Genetic factors in pain and its treatment.

PURPOSE OF REVIEW: Genomic variations influencing basal pain sensitivity, the likelihood of developing chronic pain diseases as well as the response to pharmacotherapy of pain are currently under investigation Here, we review examples of promising approaches to diagnose genetic predisposition from recently published studies. RECENT
FINDINGS: Candidate genes such as those for catechol-O-methyltransferase, melanocortin-1 receptor, guanosine triphosphate cyclohydrolase and mu-opioid receptor have been intensively investigated, and associations were found with sensitivity to pain as well as with analgesic requirements in states of acute and chronic pain. In contrast, the impact of genetic variants of drug-metabolizing enzymes on the response to pharmacotherapy is generally well described. Polymorphisms of the cytochrome P450 enzymes influence the analgesic efficacy of codeine, tramadol, tricyclic antidepressants and nonsteroidal antiinflammatory drugs. Together with further candidate genes, they are major targets of ongoing research in order to identify associations between an individual's genetic profile and drug response (pharmacogenetics).
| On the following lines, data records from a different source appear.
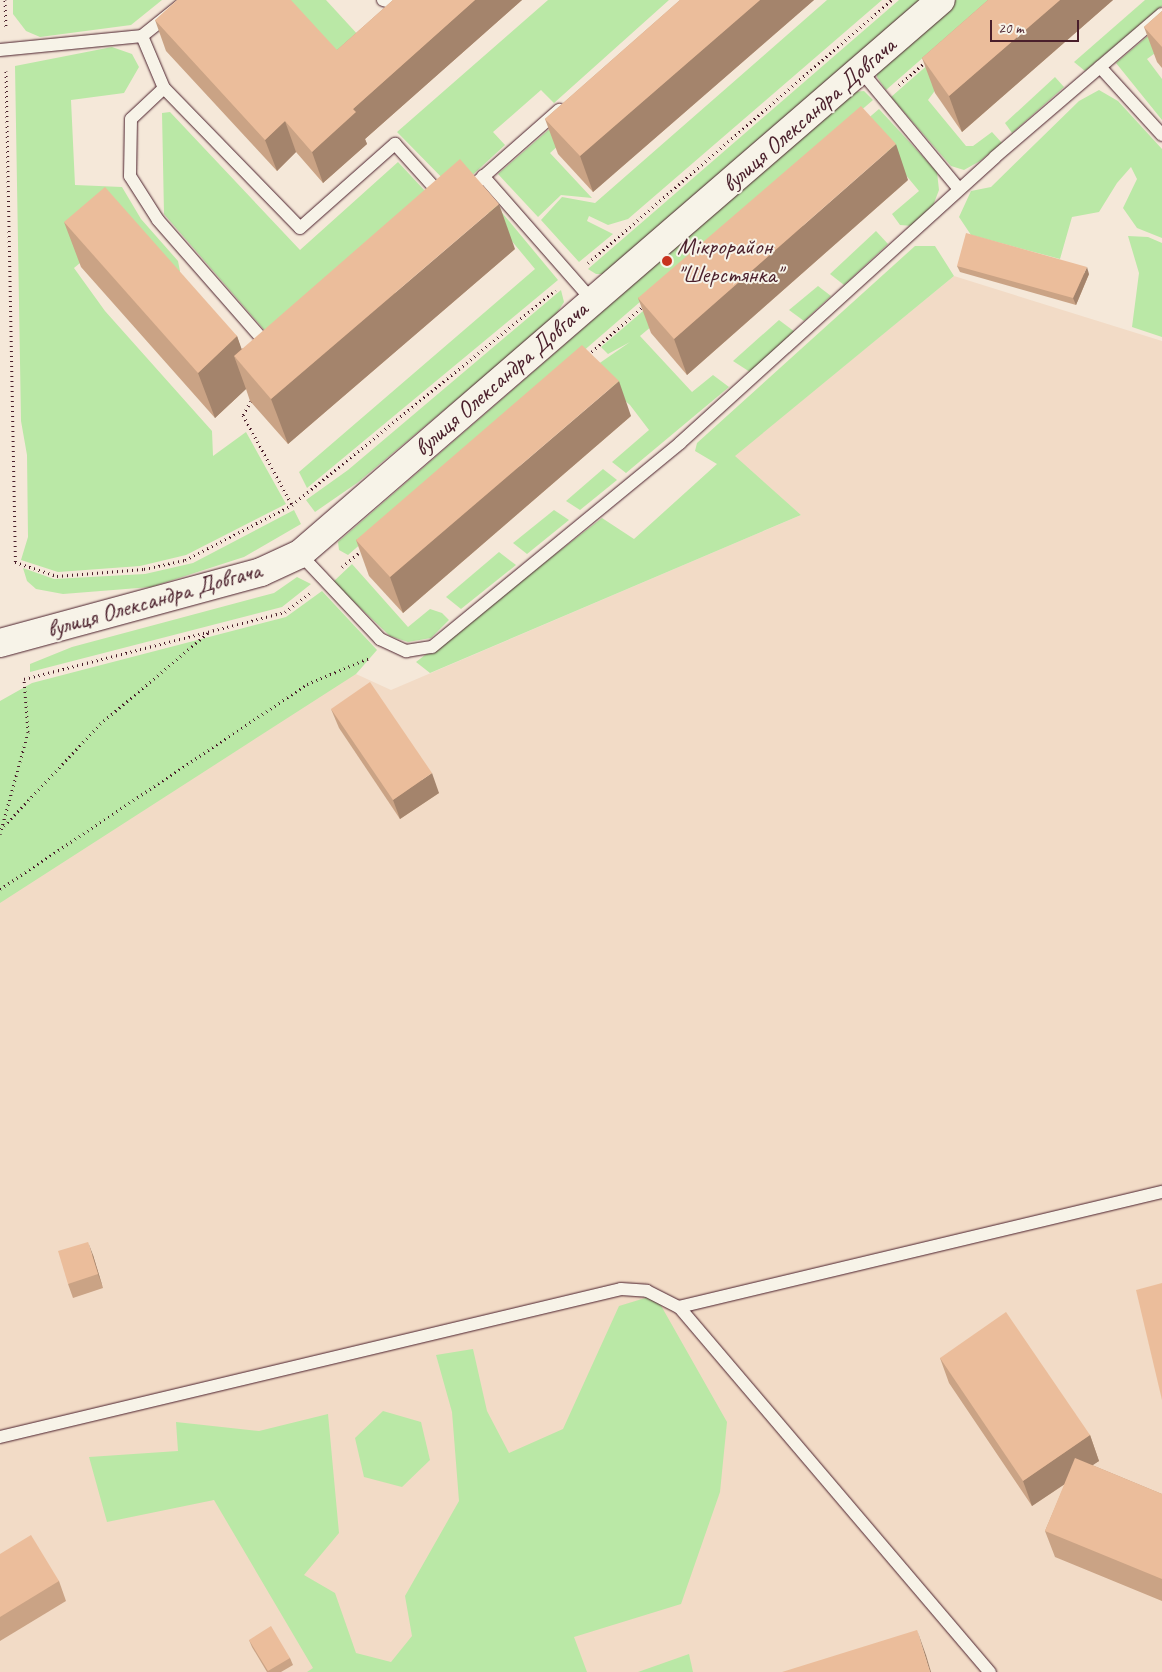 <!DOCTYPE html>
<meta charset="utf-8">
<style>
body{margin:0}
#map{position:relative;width:1162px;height:1672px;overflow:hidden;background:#f5e8d9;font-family:Caveat,sans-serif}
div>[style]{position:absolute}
.built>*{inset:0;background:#f2dbc6}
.green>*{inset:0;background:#bae8a6}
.path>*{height:3px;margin-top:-1.5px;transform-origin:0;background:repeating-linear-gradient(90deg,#4a1f2b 0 1px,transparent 0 5px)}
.roads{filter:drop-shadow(0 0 1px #4a1f2b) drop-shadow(0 0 1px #4a1f2b)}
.lane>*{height:12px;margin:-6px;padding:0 6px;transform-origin:6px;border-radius:6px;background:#f7f3e8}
.secondary>*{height:28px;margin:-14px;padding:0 14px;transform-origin:14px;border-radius:14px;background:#f7f3e8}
.wall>*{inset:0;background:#caa385}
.shaded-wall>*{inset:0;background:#a4846c}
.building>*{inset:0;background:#ebbd9b}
.dots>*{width:14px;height:14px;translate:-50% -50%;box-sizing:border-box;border:2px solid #f7f3e8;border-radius:50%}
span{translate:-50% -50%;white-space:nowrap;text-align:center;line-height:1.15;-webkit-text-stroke:4px #f7f3e8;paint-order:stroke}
.street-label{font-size:24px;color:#4a1f2b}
.poi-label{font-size:24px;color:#4a1f2b}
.left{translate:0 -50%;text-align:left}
.scale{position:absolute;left:990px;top:20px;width:89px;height:22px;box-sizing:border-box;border:2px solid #4a1f2b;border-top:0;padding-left:6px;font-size:15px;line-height:18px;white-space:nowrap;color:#4a1f2b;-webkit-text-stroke:4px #f7f3e8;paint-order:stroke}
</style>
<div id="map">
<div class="built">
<i style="clip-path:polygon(954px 276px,1162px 341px,1162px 1672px,0 1672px,0 782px,356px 674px,391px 690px,801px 515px,734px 456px)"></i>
</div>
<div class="green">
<i style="clip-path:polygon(13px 0,162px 0,131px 25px,40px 37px,26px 31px,13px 14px)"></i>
<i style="clip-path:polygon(278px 0,326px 0,371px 49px,345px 73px)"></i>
<i style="clip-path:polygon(548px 0,669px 0,554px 103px,541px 90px,493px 132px,505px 145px,455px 191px,397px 132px)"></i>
<i style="clip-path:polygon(827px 0,882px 0,628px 219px,608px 225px,589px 216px,587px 221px,613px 234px,579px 262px,541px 220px,562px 197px,595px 203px)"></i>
<i style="clip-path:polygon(899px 0,922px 0,604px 274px,596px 274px,588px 269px)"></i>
<i style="clip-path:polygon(956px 0,989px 0,886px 90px,877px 77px,876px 70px)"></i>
<i style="clip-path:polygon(1002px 0,928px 100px,966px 146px,973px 146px,992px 132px,1002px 143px,980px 161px,964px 170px,951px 166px,891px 97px)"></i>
<i style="clip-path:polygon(1145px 0,1162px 0,1162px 6px,1085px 71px,1074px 62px)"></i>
<i style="clip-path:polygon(1162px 24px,1162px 48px,1147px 59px,1162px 79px,1162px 120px,1116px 63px)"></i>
<i style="clip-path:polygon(112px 47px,132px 54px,139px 67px,124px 93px,71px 100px,75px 185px,122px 187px,141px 219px,178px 261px,180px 271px,172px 284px,123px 227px,74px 268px,105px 311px,212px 431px,213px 456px,246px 432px,286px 504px,186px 555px,140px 566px,58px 572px,21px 560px,28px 537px,27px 455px,21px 421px,15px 66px)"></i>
<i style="clip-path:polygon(1055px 77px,1064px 87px,1012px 133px,1005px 123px)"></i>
<i style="clip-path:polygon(1099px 90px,1118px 101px,1162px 149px,1162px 238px,1137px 228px,1123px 208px,1137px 179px,1131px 167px,1117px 183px,1099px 212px,1072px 217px,1060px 259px,971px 235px,959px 217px,971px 191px,991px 187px,1079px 101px)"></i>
<i style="clip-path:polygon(864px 91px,873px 100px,348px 555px,339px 550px,338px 542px,854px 92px)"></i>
<i style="clip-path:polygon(879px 109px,937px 172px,939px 190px,931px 211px,913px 226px,900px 225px,892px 214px,919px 191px,876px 139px,640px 336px,692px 392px,713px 375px,729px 387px,626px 473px,612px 462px,649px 430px,630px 405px,597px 377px,581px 376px,630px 342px,608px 354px,601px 347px)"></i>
<i style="clip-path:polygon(170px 112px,300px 250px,398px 162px,439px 206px,279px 347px,164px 214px,162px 113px)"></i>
<i style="clip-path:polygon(568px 113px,580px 126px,550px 153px,592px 198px,561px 195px,538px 217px,498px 174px)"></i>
<i style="clip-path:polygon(489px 197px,558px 280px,307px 488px,299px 472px,535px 269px,481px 204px)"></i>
<i style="clip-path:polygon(876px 231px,888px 244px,844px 285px,830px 274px)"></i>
<i style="clip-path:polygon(1128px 236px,1148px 237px,1162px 243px,1162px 337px,1132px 327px,1139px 273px)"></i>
<i style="clip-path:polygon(915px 246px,935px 246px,954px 276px,735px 456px,801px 515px,430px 673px,416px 662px,602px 518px,634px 539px,717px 464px,695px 451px,697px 443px)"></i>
<i style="clip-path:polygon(818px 286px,831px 296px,804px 321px,789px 310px)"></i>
<i style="clip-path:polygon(561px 290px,564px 302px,553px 319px,357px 483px,315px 512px,306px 500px,348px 470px)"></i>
<i style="clip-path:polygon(779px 320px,795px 332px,750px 372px,733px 361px)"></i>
<i style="clip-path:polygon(603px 469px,617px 480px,580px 510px,566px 501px)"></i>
<i style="clip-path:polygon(294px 510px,301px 524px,244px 557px,151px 587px,63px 594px,36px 589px,27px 581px,23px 568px,54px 579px,145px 574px,193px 563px)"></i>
<i style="clip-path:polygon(554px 510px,569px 520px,527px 554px,513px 543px)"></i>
<i style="clip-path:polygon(499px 552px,516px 565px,461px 609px,446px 597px)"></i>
<i style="clip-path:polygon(352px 564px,408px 627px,430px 609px,442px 613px,449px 620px,431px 638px,408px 642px,390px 636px,333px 582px)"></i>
<i style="clip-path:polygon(297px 577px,311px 584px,282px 607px,30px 672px,30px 664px,72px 647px,274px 593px)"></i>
<i style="clip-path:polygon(322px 591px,377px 650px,356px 674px,0 903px,0 701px,32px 683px,286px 617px)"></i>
<i style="clip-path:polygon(655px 1295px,727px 1422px,720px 1492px,681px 1604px,574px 1637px,587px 1672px,307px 1672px,313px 1668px,214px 1500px,107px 1522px,89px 1457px,178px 1451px,176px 1422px,259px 1431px,328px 1414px,339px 1533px,304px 1575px,335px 1593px,356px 1653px,391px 1662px,412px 1636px,405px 1596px,459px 1501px,452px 1412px,436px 1355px,473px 1349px,487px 1411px,509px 1453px,563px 1429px,619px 1306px)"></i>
<i style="clip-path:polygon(383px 1411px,421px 1422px,430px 1460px,402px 1487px,364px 1477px,355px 1438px)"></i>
<i style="clip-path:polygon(689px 1654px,693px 1672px,638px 1672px)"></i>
</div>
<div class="path">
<i style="left:5px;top:0;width:29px;rotate:88deg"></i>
<i style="left:6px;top:71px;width:491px;rotate:88.9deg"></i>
<i style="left:15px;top:562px;width:44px;rotate:18.4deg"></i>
<i style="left:57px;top:576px;width:87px;rotate:-4.6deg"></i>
<i style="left:144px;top:569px;width:42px;rotate:-12.4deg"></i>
<i style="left:185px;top:560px;width:120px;rotate:-27.2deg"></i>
<i style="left:292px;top:505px;width:340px;rotate:-39.2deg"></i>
<i style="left:899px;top:85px;width:37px;rotate:-41deg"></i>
<i style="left:588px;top:263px;width:402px;rotate:-40.9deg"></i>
<i style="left:588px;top:355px;width:74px;rotate:-41.7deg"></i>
<i style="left:251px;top:401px;width:16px;rotate:120deg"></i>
<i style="left:243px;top:415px;width:102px;rotate:61.4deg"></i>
<i style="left:342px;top:567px;width:26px;rotate:-40deg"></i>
<i style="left:4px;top:826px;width:140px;rotate:-46.7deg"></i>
<i style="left:100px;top:724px;width:144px;rotate:-40.2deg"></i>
<i style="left:0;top:834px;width:106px;rotate:-74.6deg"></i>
<i style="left:28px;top:732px;width:53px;rotate:-94.3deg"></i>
<i style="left:24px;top:679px;width:269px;rotate:-14.4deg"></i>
<i style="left:285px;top:612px;width:31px;rotate:-37deg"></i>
<i style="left:0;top:889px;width:369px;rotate:-33.7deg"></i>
<i style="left:307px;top:684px;width:67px;rotate:-22.8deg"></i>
</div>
<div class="roads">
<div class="lane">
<i style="left:383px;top:0;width:11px;rotate:15deg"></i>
<i style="left:394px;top:3px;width:4px;rotate:-45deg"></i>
<i style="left:142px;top:36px;width:58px;rotate:-38.7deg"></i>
<i style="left:0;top:50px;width:143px;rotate:-5.6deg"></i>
<i style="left:142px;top:36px;width:56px;rotate:67.1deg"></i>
<i style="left:164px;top:88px;width:195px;rotate:45.8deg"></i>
<i style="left:300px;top:228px;width:127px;rotate:-41.5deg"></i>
<i style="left:395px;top:144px;width:70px;rotate:47.9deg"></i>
<i style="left:1100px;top:67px;width:92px;rotate:47.6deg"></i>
<i style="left:861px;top:71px;width:153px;rotate:50.3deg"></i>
<i style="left:164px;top:88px;width:45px;rotate:136.8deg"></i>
<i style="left:131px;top:119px;width:57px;rotate:91deg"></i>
<i style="left:130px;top:176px;width:52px;rotate:57.5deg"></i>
<i style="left:158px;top:220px;width:169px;rotate:48.8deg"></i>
<i style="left:483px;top:176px;width:165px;rotate:48.7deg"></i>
<i style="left:467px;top:191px;width:123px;rotate:-41.4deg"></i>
<i style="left:300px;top:554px;width:117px;rotate:46.7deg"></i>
<i style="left:380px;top:639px;width:29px;rotate:25deg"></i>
<i style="left:406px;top:651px;width:26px;rotate:-9deg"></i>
<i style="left:432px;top:647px;width:321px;rotate:-39.4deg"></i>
<i style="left:680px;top:443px;width:425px;rotate:-42.2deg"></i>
<i style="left:995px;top:157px;width:220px;rotate:-40.6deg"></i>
<i style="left:679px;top:1307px;width:497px;rotate:-13.4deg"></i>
<i style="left:0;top:1437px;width:638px;rotate:-13.4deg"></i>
<i style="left:621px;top:1289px;width:26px;rotate:4deg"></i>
<i style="left:647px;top:1291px;width:36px;rotate:27deg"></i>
<i style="left:679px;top:1307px;width:480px;rotate:49.6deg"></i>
</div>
<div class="secondary">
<i style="left:0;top:643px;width:270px;rotate:-15.2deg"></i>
<i style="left:261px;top:572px;width:43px;rotate:-24.8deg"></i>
<i style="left:300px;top:554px;width:847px;rotate:-40.84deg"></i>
</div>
</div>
<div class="wall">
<i style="clip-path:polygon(393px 0,522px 0,365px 139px,367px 144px,323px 183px,296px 152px,277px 171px,166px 51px,155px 20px,337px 50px)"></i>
<i style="clip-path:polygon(680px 0,814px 0,593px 192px,558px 154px,545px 119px)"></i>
<i style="clip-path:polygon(988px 0,1113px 0,962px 132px,935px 93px,922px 58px)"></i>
<i style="clip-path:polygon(1162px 11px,1162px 68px,1157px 62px,1144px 27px)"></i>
<i style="clip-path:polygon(908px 180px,687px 375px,651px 333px,638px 298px)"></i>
<i style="clip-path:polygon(64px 222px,237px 336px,241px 349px,515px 249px,288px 444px,250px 401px,246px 389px,215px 418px,81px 267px)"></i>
<i style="clip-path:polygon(957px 266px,1089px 274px,1076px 305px,960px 272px)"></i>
<i style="clip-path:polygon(631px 416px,403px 613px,369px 576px,356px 540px)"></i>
<i style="clip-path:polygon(331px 709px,439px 793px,400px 819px,339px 728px)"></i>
<i style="clip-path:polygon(93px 1255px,103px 1288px,73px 1298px,68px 1284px)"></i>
<i style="clip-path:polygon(940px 1358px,1090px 1435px,1099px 1461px,1092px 1465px,1162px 1494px,1162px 1601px,1055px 1557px,1045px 1531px,1065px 1484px,1032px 1506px,949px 1383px)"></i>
<i style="clip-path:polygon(0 1554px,59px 1581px,66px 1601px,0 1641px)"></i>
<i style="clip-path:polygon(249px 1640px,290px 1658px,293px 1665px,281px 1672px,267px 1672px,252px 1647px)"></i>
</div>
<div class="shaded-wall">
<i style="clip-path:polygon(475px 0,522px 0,365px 139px,367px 144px,323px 183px,312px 152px,353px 109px)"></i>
<i style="clip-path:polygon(760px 0,814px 0,593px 192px,580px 156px)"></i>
<i style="clip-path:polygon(1060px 0,1113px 0,962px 132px,949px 96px)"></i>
<i style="clip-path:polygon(285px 121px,296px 152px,277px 171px,265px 140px)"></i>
<i style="clip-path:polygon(896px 144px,908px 180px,687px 375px,674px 339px)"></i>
<i style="clip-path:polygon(499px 204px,515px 249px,288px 444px,271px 399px)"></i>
<i style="clip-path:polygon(1087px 267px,1089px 274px,1076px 305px,1073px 298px)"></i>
<i style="clip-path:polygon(237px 336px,251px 375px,234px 356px,246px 389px,215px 418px,198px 373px)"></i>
<i style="clip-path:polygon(619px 381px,631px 416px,403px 613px,390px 577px)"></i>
<i style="clip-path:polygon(432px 773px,439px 793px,400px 819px,393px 800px)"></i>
<i style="clip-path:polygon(88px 1242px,93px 1255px,103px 1288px,98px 1274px)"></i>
<i style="clip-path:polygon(1090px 1435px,1099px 1461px,1032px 1506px,1023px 1481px)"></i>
<i style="clip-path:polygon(917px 1630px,926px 1655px,931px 1672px,930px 1672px)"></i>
</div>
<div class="building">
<i style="clip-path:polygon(177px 0,291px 0,337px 50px,393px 0,475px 0,353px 109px,356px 112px,312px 152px,285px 121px,265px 140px,155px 20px)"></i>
<i style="clip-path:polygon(680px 0,760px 0,580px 156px,545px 119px)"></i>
<i style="clip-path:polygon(988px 0,1060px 0,949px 96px,922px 58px)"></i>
<i style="clip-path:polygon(1162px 11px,1162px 47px,1144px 27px)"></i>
<i style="clip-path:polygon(861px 106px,896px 144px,674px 339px,638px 298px)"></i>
<i style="clip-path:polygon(460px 159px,499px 204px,271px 399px,234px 356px)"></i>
<i style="clip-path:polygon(105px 187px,237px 336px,198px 373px,64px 222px)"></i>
<i style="clip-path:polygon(966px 233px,1087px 267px,1073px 298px,957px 266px)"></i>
<i style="clip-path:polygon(582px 345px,619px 381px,390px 577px,356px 540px)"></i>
<i style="clip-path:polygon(370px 682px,432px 773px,393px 800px,331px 709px)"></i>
<i style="clip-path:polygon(88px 1242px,98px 1274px,68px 1284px,58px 1251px)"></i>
<i style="clip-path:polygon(1162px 1283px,1162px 1400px,1136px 1290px)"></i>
<i style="clip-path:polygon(1006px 1312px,1090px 1435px,1023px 1481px,940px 1358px)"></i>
<i style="clip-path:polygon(1075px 1458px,1162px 1494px,1162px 1579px,1045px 1531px)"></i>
<i style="clip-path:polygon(31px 1535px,59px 1581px,0 1617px,0 1554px)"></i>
<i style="clip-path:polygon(271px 1626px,290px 1658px,268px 1671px,249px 1640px)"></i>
<i style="clip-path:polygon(917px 1630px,930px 1672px,782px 1672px)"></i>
</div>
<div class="dots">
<i style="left:667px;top:261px;background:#c8321e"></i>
</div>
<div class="street-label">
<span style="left:809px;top:115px;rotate:-41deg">вулиця Олександра Довгача</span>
<span style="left:501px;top:379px;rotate:-41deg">вулиця Олександра Довгача</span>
<span style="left:154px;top:600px;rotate:-16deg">вулиця Олександра Довгача</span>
</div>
<div class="poi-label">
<span class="left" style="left:677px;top:261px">Мікрорайон<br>"Шерстянка"</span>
</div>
<div class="scale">20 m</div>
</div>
SUMMARY: The article reviews recent studies on genetic variables influencing pain and pharmacotherapy. Examples of promising candidate genes have been intensively studied during recent years. Although the number of subjects investigated is often small, published data and current advances in genotyping and study design suggest valid and clinically relevant results to date and even more in the future.